Materials provided:
_ _ _ _ _ _ _
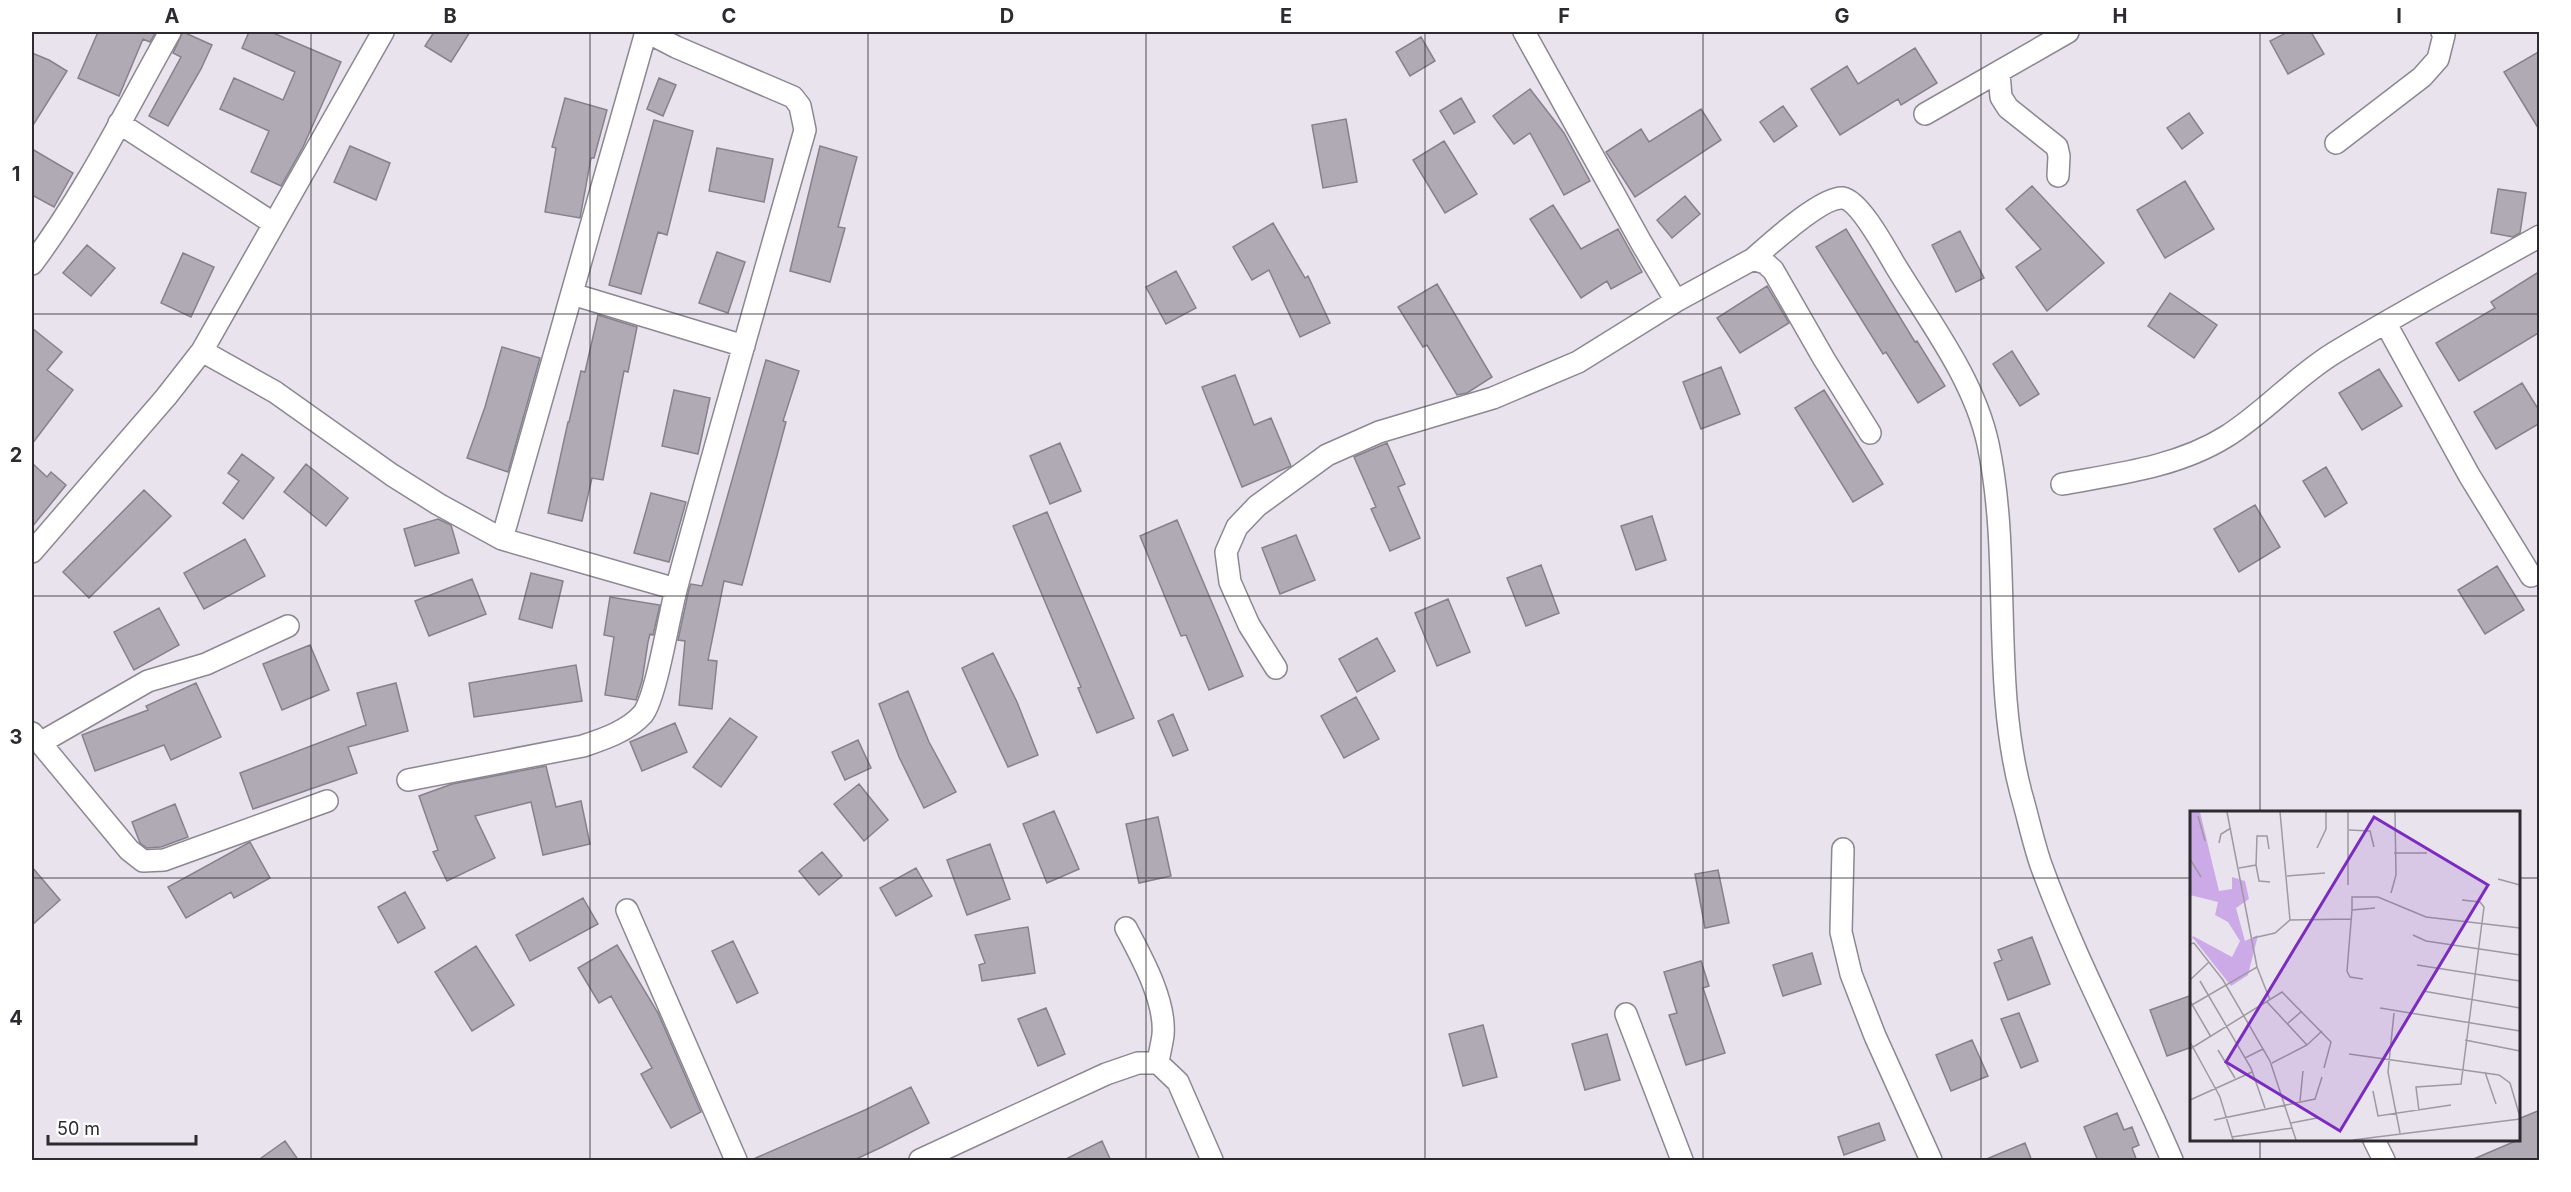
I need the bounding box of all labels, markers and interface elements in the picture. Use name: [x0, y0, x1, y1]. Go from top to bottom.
text: A: [165, 4, 180, 28]
text: B: [443, 4, 457, 28]
text: C: [722, 4, 736, 28]
text: D: [1000, 4, 1014, 28]
text: E: [1280, 4, 1292, 28]
text: F: [1558, 4, 1570, 28]
text: G: [1834, 4, 1850, 28]
text: H: [2113, 4, 2127, 28]
text: I: [2396, 4, 2402, 28]
text: 1: [12, 162, 20, 186]
text: 2: [10, 443, 22, 467]
text: 3: [10, 725, 22, 749]
inset map: [2190, 811, 2520, 1141]
text: 4: [9, 1006, 23, 1030]
scale bar: [48, 1108, 196, 1146]
text: 50 m: [57, 1118, 100, 1139]

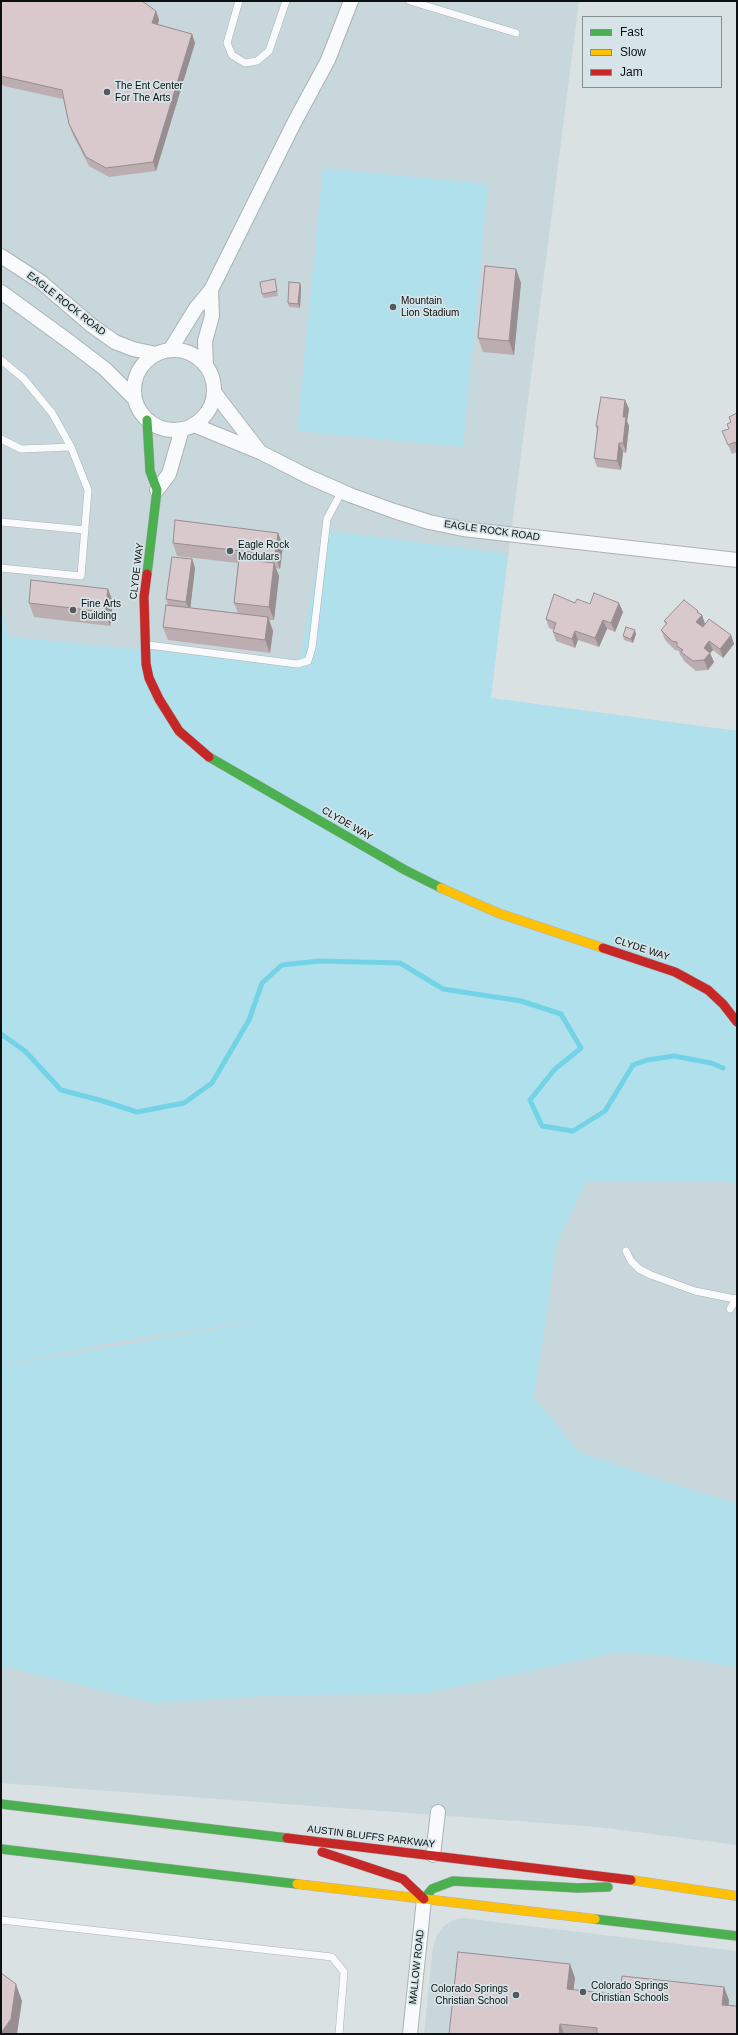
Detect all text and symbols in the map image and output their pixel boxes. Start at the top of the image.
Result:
legend [582,16,722,88]
text: Fast [620,25,643,39]
text: Slow [620,45,646,59]
text: Jam [620,65,643,79]
place label: The Ent Center For The Arts [115,80,183,104]
marker: The Ent Center For The Arts [102,87,112,97]
street label: EAGLE ROCK ROAD [24,270,108,338]
place label: Mountain Lion Stadium [401,295,459,318]
marker: Mountain Lion Stadium [388,302,398,312]
street label: EAGLE ROCK ROAD [443,518,541,544]
place label: Eagle Rock Modulars [238,539,289,562]
street label: CLYDE WAY [128,542,146,600]
marker: Eagle Rock Modulars [225,546,235,556]
place label: Fine Arts Building [81,598,121,622]
marker: Fine Arts Building [68,605,78,615]
street label: CLYDE WAY [319,805,375,843]
street label: CLYDE WAY [613,934,671,964]
street label: AUSTIN BLUFFS PARKWAY [306,1823,436,1851]
street label: MALLOW ROAD [407,1929,427,2005]
place label: Colorado Springs Christian Schools [591,1980,669,2004]
place label: Colorado Springs Christian School [431,1983,508,2006]
marker: Colorado Springs Christian Schools [578,1987,588,1997]
marker: Colorado Springs Christian School [511,1990,521,2000]

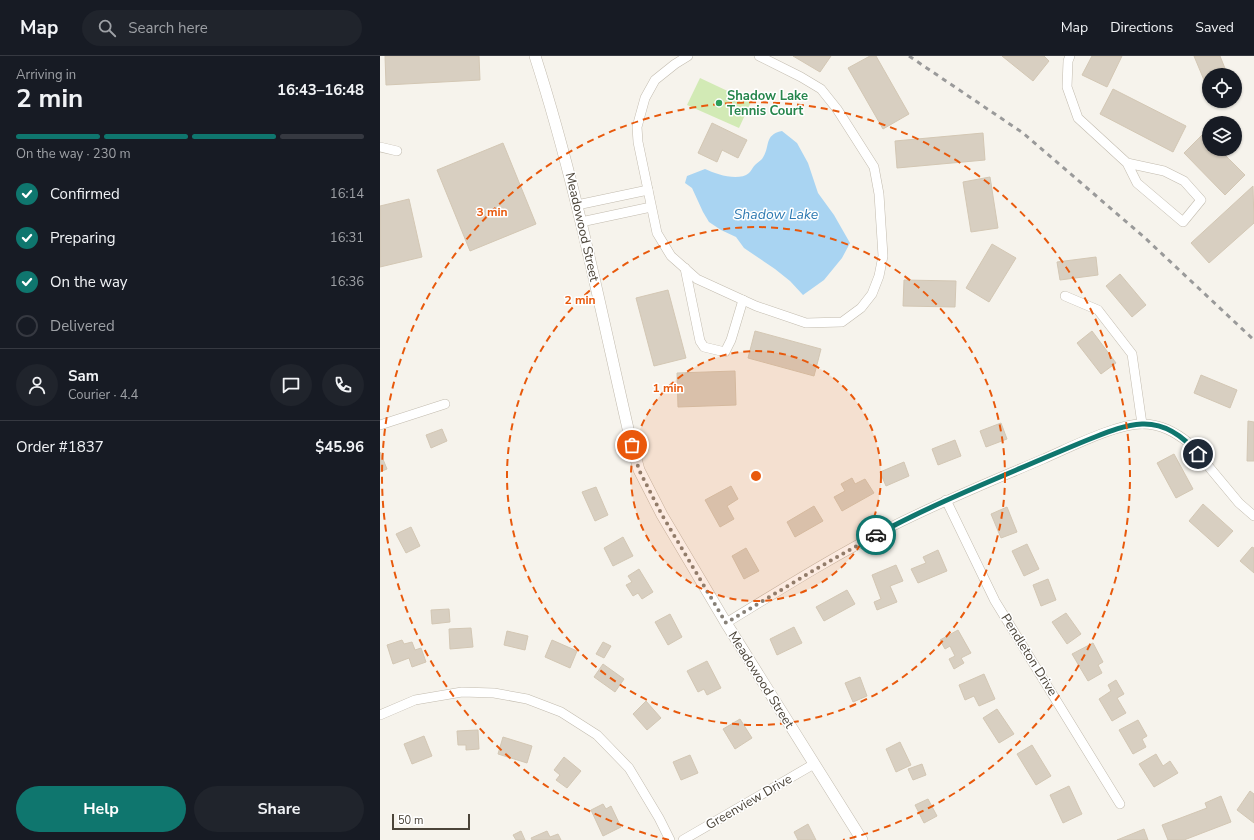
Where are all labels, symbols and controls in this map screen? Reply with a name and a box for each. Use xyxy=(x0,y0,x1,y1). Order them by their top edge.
_ _ _ _ _ _ _
About this task: Each entry shown above must be quoted exactly, with its pictures left out.

Response:
I need the bounding box of all labels, markers and interface elements in the picture. Use name: [x0, y0, x1, y1]. Go from top to bottom.
text: A: [165, 4, 180, 28]
text: B: [443, 4, 457, 28]
text: C: [722, 4, 736, 28]
text: D: [1000, 4, 1014, 28]
text: E: [1280, 4, 1292, 28]
text: F: [1558, 4, 1570, 28]
text: G: [1834, 4, 1850, 28]
text: H: [2113, 4, 2127, 28]
text: I: [2396, 4, 2402, 28]
text: 1: [12, 162, 20, 186]
text: 2: [10, 443, 22, 467]
text: 3: [10, 725, 22, 749]
inset map: [2190, 811, 2520, 1141]
text: 4: [9, 1006, 23, 1030]
scale bar: [48, 1108, 196, 1146]
text: 50 m: [57, 1118, 100, 1139]

Detect all text and symbols in the map image and output their pixel boxes. Start at the top of the image.
Result:
legend [582,16,722,88]
text: Fast [620,25,643,39]
text: Slow [620,45,646,59]
text: Jam [620,65,643,79]
place label: The Ent Center For The Arts [115,80,183,104]
marker: The Ent Center For The Arts [102,87,112,97]
street label: EAGLE ROCK ROAD [24,270,108,338]
place label: Mountain Lion Stadium [401,295,459,318]
marker: Mountain Lion Stadium [388,302,398,312]
street label: EAGLE ROCK ROAD [443,518,541,544]
place label: Eagle Rock Modulars [238,539,289,562]
street label: CLYDE WAY [128,542,146,600]
marker: Eagle Rock Modulars [225,546,235,556]
place label: Fine Arts Building [81,598,121,622]
marker: Fine Arts Building [68,605,78,615]
street label: CLYDE WAY [319,805,375,843]
street label: CLYDE WAY [613,934,671,964]
street label: AUSTIN BLUFFS PARKWAY [306,1823,436,1851]
street label: MALLOW ROAD [407,1929,427,2005]
place label: Colorado Springs Christian Schools [591,1980,669,2004]
place label: Colorado Springs Christian School [431,1983,508,2006]
marker: Colorado Springs Christian Schools [578,1987,588,1997]
marker: Colorado Springs Christian School [511,1990,521,2000]

Where are all labels, symbols and controls in this map screen? Reply with a name and a box for each. Use xyxy=(x0,y0,x1,y1). Order them by their top edge.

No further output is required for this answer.